━━━ Study material

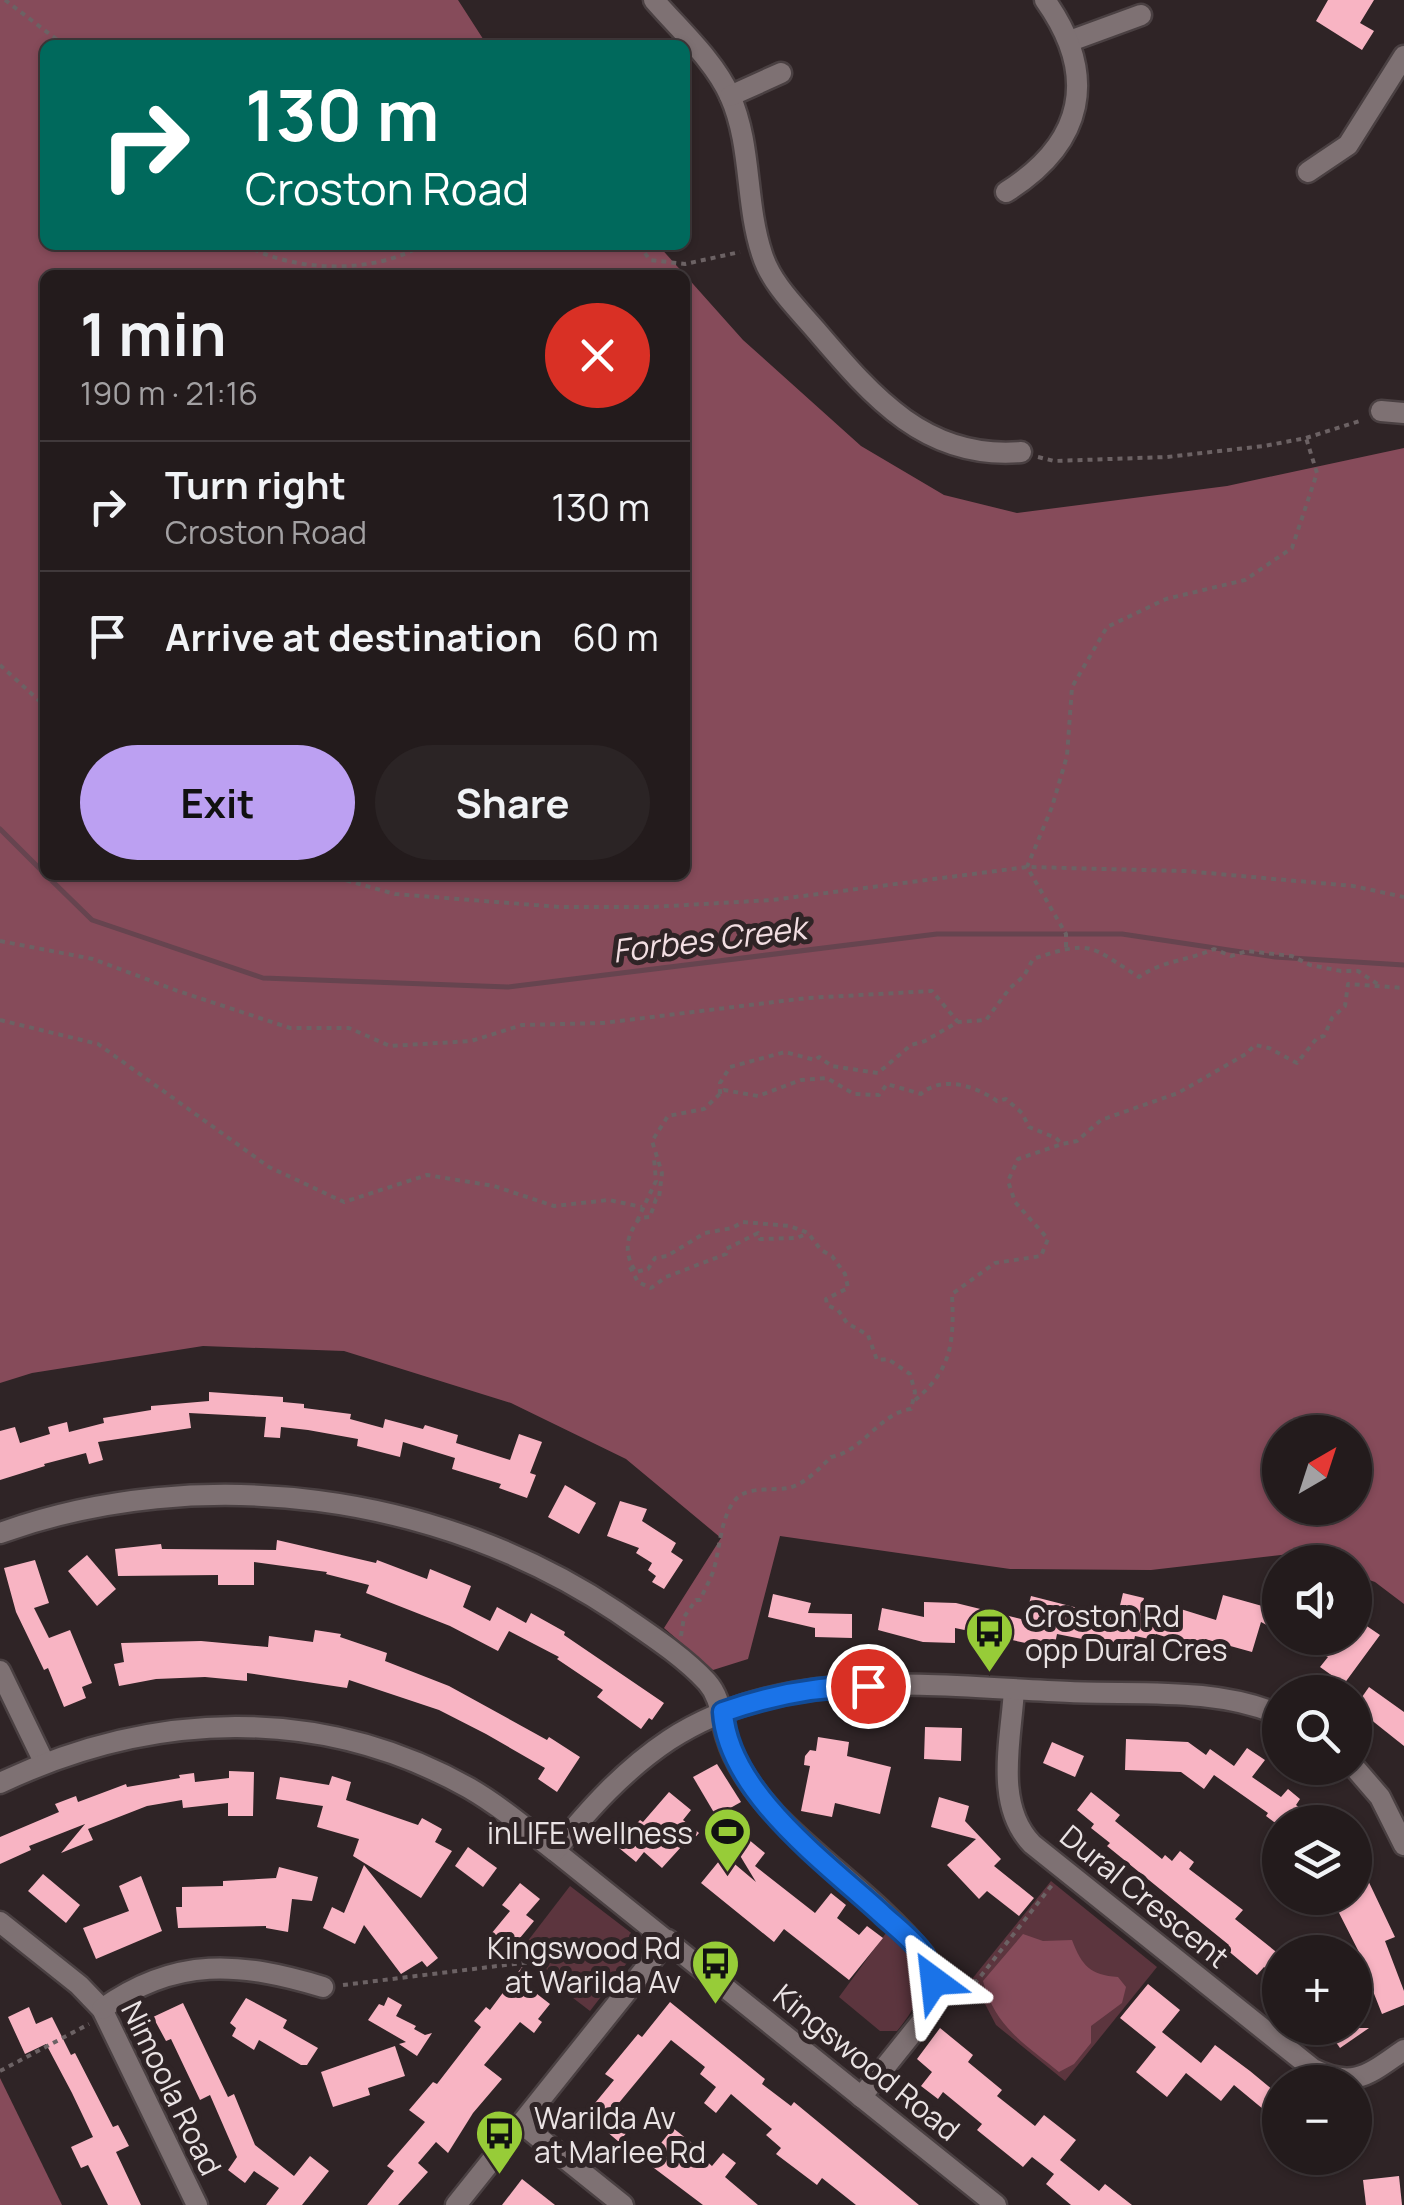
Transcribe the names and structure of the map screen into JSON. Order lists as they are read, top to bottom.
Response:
{
  "streets": {
    "street": ["Dural Crescent", "Kingswood Road", "Nimoola Road"]
  },
  "water": ["Forbes Creek"],
  "places": {
    "bus stop": ["Croston Rd opp Dural Cres", "Kingswood Rd at Warilda Av", "Warilda Av at Marlee Rd"],
    "sports": ["inLIFE wellness"]
  },
  "north": "top right",
  "page": {
    "turn": ["130 m", "Croston Road"],
    "heading": ["1 min", "190 m · 21:16"],
    "list": [
      {
        "name": "Turn right",
        "note": "Croston Road",
        "value": "130 m"
      },
      {
        "name": "Arrive at destination",
        "value": "60 m"
      }
    ],
    "buttons": ["Exit", "Share"],
    "map_buttons": ["+", "−"]
  }
}
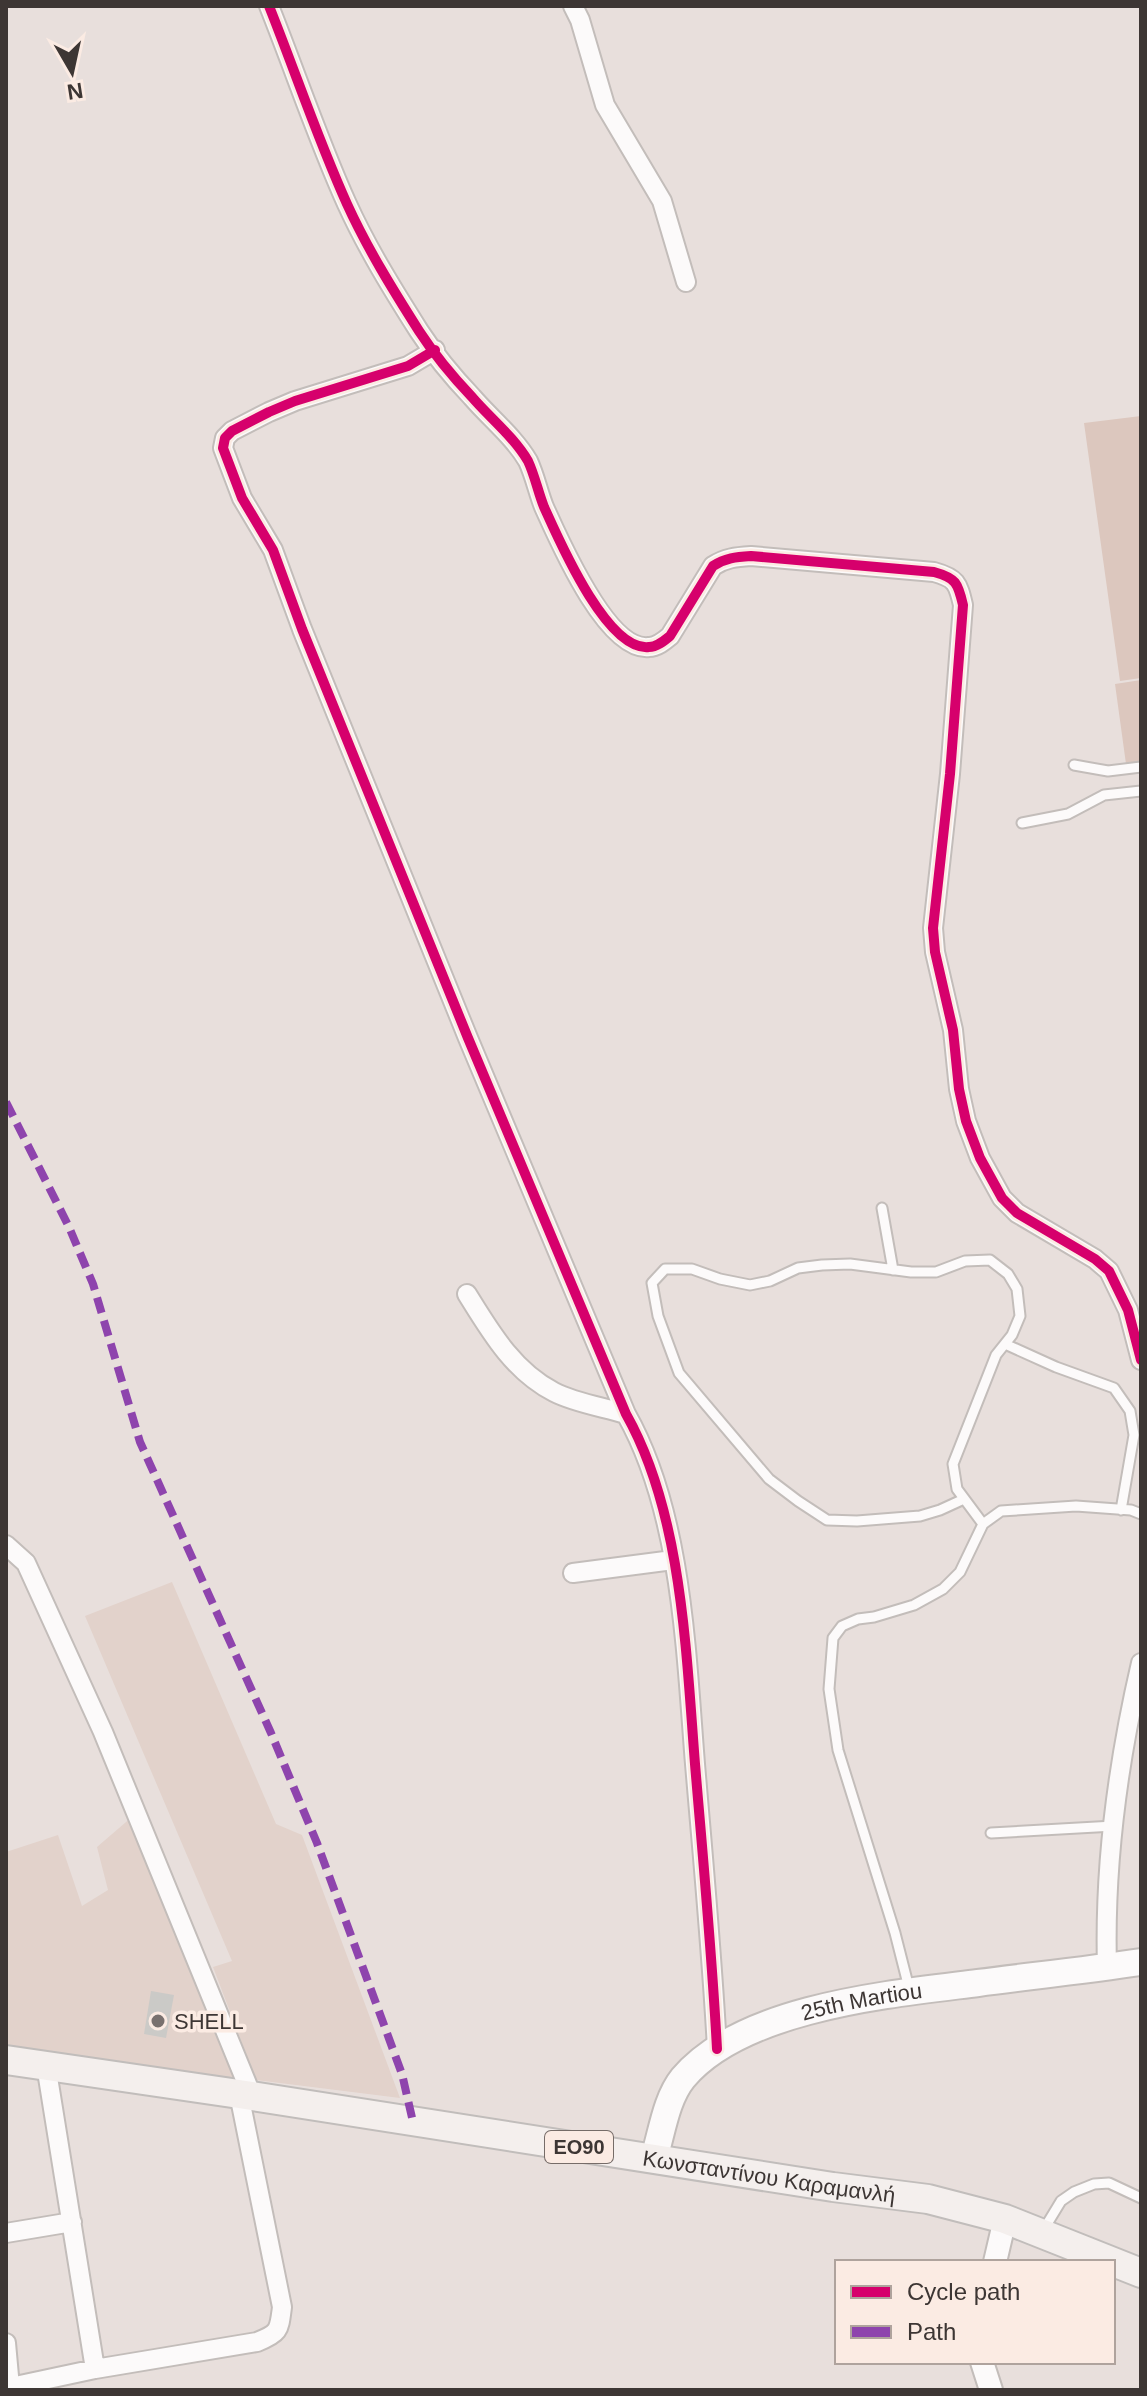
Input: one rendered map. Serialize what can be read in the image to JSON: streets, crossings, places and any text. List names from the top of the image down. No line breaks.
{"streets":{"main road":["25th Martiou","ΕΟ90","Κωνσταντίνου Καραμανλή"]},"crossings":[["25th Martiou","Κωνσταντίνου Καραμανλή"]],"places":["SHELL"],"legend":["Cycle path","Path"],"north":"bottom"}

━━━━━━

Your objective. Repeat word for word from the line holding "Input: one rendered" down to the last line above, including both.

Answer space.
Input: one rendered map. Serialize what can be read in the image to JSON: streets, crossings, places and any text. List names from the top of the image down. No line breaks.
{"streets":{"main road":["25th Martiou","ΕΟ90","Κωνσταντίνου Καραμανλή"]},"crossings":[["25th Martiou","Κωνσταντίνου Καραμανλή"]],"places":["SHELL"],"legend":["Cycle path","Path"],"north":"bottom"}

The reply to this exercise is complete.